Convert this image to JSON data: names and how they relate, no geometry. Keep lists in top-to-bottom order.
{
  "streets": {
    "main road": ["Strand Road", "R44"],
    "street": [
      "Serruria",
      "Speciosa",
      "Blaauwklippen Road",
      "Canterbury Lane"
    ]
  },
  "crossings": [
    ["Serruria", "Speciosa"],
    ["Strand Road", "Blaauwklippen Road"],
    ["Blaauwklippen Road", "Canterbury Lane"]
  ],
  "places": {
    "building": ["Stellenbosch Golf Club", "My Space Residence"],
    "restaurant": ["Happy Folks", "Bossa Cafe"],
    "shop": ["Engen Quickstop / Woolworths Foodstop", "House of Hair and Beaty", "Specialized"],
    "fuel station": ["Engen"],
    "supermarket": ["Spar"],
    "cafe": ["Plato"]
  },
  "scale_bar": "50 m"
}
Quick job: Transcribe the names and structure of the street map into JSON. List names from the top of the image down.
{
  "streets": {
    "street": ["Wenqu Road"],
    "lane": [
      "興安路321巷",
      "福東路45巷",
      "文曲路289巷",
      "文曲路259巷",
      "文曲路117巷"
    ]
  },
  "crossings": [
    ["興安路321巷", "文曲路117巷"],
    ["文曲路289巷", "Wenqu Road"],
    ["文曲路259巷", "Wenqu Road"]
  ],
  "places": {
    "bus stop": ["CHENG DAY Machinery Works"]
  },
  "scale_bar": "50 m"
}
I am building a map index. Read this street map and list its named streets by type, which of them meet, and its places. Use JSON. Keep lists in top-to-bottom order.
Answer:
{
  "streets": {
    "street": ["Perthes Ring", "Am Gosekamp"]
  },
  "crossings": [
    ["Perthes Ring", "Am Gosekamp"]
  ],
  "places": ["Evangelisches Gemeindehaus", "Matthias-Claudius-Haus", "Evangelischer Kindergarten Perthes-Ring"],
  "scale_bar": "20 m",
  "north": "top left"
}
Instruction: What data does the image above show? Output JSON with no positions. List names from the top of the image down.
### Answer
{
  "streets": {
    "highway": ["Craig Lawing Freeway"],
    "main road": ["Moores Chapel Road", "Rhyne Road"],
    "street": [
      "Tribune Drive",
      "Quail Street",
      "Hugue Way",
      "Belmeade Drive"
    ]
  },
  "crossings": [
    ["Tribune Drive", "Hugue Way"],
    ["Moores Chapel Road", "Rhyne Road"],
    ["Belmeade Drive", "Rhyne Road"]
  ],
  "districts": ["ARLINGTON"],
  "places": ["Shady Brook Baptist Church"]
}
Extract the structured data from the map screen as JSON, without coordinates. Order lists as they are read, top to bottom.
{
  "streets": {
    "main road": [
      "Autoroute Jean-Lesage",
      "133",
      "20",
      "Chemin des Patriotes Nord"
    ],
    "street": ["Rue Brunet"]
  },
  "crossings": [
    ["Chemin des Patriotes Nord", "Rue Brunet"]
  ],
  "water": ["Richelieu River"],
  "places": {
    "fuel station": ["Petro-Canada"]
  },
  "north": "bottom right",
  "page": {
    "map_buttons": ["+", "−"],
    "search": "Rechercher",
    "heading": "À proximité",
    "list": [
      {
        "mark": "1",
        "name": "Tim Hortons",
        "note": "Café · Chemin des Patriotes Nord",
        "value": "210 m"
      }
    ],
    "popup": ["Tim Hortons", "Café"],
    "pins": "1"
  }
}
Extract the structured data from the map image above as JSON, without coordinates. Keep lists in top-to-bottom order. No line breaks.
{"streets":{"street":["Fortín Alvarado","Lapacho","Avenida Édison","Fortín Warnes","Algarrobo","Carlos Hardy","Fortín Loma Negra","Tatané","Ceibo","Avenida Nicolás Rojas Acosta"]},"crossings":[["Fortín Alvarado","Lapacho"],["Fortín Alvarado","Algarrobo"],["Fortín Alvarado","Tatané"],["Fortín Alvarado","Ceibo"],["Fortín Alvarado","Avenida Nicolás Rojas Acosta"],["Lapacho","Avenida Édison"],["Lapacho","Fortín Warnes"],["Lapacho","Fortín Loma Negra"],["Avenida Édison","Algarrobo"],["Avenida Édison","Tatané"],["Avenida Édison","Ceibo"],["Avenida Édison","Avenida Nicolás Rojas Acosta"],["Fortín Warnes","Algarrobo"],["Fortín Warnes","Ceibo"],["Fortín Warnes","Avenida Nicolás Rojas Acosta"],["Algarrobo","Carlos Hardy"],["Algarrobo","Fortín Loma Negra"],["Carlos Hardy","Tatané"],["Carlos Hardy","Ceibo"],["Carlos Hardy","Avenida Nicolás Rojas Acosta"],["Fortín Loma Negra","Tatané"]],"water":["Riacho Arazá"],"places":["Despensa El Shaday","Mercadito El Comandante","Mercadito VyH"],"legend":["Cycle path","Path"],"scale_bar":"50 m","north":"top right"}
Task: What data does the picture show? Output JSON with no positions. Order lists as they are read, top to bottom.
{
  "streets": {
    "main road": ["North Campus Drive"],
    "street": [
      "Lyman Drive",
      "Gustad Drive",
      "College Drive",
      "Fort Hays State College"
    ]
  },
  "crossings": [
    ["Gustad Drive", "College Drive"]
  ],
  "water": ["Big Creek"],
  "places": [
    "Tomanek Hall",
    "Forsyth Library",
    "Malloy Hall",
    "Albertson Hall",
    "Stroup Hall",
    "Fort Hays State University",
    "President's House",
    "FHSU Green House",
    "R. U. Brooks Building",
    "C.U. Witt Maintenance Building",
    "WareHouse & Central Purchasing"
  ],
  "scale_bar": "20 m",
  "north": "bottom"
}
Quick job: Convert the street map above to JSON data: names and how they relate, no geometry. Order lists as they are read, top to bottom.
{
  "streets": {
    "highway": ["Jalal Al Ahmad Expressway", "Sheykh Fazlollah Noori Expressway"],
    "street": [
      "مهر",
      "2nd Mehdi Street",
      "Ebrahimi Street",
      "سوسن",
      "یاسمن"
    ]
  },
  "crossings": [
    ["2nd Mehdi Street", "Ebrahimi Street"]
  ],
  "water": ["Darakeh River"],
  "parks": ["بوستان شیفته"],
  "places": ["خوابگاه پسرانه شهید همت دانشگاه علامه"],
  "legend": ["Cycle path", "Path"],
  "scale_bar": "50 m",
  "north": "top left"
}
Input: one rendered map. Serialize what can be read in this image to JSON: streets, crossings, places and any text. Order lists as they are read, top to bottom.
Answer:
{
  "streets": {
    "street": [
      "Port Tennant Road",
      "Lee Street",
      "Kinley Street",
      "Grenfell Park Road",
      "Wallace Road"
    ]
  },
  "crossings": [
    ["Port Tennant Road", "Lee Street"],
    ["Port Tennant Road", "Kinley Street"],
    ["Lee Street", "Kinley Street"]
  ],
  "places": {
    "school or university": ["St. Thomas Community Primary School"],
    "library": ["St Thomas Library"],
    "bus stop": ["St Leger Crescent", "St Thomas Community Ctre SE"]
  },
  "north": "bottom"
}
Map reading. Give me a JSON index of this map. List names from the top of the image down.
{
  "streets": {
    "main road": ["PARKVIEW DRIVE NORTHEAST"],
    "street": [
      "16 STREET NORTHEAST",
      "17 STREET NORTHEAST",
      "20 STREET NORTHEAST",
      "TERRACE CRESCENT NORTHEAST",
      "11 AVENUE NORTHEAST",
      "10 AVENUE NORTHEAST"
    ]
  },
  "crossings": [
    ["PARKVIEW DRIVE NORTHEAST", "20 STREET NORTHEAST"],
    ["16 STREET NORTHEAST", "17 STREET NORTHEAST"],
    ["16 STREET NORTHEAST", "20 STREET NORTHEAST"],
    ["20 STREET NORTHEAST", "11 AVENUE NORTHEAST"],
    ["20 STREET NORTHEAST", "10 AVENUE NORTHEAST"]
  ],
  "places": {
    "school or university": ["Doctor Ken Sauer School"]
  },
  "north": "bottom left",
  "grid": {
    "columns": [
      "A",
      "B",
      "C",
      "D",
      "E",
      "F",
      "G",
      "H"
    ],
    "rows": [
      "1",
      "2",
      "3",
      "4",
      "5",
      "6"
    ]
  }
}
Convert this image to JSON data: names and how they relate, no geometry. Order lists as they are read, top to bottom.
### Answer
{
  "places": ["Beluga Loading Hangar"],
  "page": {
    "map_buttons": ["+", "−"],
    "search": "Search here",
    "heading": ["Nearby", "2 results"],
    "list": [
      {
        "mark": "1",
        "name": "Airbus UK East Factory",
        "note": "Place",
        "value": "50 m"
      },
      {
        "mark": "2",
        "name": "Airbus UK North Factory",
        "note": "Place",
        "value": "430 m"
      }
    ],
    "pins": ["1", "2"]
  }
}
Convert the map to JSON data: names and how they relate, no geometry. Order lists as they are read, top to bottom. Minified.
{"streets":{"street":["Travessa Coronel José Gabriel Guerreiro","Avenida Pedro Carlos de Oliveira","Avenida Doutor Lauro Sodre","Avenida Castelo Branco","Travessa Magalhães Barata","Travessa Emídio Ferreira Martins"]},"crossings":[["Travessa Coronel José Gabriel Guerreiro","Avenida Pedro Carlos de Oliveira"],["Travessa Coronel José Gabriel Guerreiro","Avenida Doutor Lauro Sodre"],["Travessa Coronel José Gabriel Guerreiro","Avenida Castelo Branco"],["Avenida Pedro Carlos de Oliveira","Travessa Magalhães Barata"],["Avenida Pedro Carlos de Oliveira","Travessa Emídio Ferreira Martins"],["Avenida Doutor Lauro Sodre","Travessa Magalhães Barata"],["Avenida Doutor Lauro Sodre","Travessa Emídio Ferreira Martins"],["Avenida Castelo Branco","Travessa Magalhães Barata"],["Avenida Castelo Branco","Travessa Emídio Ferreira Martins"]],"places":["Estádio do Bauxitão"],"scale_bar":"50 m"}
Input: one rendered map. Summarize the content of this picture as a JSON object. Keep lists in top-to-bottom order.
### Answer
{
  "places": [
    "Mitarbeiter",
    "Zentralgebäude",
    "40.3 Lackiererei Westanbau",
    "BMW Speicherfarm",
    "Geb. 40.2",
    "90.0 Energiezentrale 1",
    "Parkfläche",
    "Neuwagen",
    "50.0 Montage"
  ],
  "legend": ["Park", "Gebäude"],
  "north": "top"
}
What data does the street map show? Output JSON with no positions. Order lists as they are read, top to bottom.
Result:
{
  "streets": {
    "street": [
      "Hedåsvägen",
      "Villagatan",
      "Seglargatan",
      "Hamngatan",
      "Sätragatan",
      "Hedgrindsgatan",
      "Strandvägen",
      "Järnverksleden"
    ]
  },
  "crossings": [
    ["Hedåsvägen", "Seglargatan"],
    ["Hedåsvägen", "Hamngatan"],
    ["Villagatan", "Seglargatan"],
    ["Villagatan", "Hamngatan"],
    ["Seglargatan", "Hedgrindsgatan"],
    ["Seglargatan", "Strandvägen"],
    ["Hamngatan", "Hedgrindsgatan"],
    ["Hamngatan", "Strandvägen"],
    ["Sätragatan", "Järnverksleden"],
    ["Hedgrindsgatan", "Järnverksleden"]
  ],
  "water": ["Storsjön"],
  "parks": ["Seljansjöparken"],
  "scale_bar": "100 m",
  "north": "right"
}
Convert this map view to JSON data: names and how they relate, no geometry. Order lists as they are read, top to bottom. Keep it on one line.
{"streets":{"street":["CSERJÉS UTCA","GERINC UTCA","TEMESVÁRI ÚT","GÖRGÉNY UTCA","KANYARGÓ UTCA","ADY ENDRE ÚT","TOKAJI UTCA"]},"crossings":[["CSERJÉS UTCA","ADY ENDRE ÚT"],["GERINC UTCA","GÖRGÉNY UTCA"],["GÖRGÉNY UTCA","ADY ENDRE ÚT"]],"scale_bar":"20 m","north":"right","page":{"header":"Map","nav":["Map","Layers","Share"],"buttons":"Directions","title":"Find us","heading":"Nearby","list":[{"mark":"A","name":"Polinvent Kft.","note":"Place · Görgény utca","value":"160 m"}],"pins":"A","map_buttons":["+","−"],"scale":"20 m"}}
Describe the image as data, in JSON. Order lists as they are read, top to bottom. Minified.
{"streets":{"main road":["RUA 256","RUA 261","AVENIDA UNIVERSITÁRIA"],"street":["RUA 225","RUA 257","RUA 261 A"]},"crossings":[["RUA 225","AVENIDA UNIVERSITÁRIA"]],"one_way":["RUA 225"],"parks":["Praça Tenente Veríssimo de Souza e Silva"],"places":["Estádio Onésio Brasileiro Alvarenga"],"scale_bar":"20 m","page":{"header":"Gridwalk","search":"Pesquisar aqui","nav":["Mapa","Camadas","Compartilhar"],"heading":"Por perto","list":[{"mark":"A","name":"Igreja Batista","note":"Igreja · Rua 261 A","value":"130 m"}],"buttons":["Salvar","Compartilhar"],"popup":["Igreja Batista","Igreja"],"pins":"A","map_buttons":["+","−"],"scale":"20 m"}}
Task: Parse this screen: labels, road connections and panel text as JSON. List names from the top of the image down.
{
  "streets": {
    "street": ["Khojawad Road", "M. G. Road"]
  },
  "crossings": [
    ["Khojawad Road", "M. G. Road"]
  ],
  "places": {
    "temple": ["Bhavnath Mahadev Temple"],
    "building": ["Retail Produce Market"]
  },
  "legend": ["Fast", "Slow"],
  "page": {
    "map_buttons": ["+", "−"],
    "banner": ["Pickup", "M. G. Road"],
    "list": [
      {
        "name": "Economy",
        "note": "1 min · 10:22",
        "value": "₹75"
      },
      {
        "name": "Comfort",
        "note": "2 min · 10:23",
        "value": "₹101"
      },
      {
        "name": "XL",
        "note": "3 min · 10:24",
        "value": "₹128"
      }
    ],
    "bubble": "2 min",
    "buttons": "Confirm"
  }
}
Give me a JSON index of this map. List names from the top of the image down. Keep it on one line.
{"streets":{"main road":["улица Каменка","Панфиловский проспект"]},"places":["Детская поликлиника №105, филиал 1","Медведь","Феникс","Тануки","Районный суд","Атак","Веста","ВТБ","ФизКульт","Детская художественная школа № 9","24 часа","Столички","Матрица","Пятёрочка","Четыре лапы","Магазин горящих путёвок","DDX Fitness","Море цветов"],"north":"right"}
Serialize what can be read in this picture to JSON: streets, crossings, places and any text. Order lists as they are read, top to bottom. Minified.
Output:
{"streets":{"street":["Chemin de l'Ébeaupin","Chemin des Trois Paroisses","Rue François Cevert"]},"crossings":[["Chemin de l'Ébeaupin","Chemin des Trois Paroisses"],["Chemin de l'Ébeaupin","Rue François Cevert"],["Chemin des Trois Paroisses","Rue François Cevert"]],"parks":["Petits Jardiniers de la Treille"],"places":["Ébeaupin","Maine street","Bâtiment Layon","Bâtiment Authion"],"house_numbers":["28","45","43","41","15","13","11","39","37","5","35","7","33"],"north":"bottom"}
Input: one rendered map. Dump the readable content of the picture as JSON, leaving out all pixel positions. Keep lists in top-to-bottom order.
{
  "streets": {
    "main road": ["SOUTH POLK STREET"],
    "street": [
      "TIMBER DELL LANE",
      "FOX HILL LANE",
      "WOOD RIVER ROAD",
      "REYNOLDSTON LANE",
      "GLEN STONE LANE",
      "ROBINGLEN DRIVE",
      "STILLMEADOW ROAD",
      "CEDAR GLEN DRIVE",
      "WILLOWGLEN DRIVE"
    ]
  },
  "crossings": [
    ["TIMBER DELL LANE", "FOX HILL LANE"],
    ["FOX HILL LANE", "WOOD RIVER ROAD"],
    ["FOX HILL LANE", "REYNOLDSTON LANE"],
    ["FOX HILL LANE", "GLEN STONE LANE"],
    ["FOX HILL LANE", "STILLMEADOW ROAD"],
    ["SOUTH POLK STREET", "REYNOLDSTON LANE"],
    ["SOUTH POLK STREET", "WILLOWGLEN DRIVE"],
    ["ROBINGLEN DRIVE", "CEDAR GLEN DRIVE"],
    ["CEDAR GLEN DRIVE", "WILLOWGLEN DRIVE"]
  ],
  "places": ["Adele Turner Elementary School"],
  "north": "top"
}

EXERCISE REQUIREMENTS
The lines from the top of the data above down to the line containing "I am building" are to be copied exactly; no other line should appear.

ANSWER BELOW
Convert this image to JSON data: names and how they relate, no geometry. Keep lists in top-to-bottom order.
{
  "streets": {
    "main road": ["Strand Road", "R44"],
    "street": [
      "Serruria",
      "Speciosa",
      "Blaauwklippen Road",
      "Canterbury Lane"
    ]
  },
  "crossings": [
    ["Serruria", "Speciosa"],
    ["Strand Road", "Blaauwklippen Road"],
    ["Blaauwklippen Road", "Canterbury Lane"]
  ],
  "places": {
    "building": ["Stellenbosch Golf Club", "My Space Residence"],
    "restaurant": ["Happy Folks", "Bossa Cafe"],
    "shop": ["Engen Quickstop / Woolworths Foodstop", "House of Hair and Beaty", "Specialized"],
    "fuel station": ["Engen"],
    "supermarket": ["Spar"],
    "cafe": ["Plato"]
  },
  "scale_bar": "50 m"
}
Quick job: Transcribe the names and structure of the street map into JSON. List names from the top of the image down.
{
  "streets": {
    "street": ["Wenqu Road"],
    "lane": [
      "興安路321巷",
      "福東路45巷",
      "文曲路289巷",
      "文曲路259巷",
      "文曲路117巷"
    ]
  },
  "crossings": [
    ["興安路321巷", "文曲路117巷"],
    ["文曲路289巷", "Wenqu Road"],
    ["文曲路259巷", "Wenqu Road"]
  ],
  "places": {
    "bus stop": ["CHENG DAY Machinery Works"]
  },
  "scale_bar": "50 m"
}
I am building a map index. Read this street map and list its named streets by type, which of them meet, and its places. Use JSON. Keep lists in top-to-bottom order.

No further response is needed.